**Work task**
Give back the entire listing below, unaltered.

**Given information**
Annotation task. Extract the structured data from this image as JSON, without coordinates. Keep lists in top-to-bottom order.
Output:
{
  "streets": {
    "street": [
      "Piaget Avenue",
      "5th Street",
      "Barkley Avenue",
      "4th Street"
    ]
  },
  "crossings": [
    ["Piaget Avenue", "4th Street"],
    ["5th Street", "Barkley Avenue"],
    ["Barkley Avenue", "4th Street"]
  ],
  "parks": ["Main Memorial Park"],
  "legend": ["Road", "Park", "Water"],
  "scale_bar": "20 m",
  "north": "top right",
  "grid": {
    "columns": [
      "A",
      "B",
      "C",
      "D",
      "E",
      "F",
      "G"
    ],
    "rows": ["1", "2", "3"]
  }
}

**Solution for this task**
Annotation task. Extract the structured data from this image as JSON, without coordinates. Keep lists in top-to-bottom order.
Output:
{
  "streets": {
    "street": [
      "Piaget Avenue",
      "5th Street",
      "Barkley Avenue",
      "4th Street"
    ]
  },
  "crossings": [
    ["Piaget Avenue", "4th Street"],
    ["5th Street", "Barkley Avenue"],
    ["Barkley Avenue", "4th Street"]
  ],
  "parks": ["Main Memorial Park"],
  "legend": ["Road", "Park", "Water"],
  "scale_bar": "20 m",
  "north": "top right",
  "grid": {
    "columns": [
      "A",
      "B",
      "C",
      "D",
      "E",
      "F",
      "G"
    ],
    "rows": ["1", "2", "3"]
  }
}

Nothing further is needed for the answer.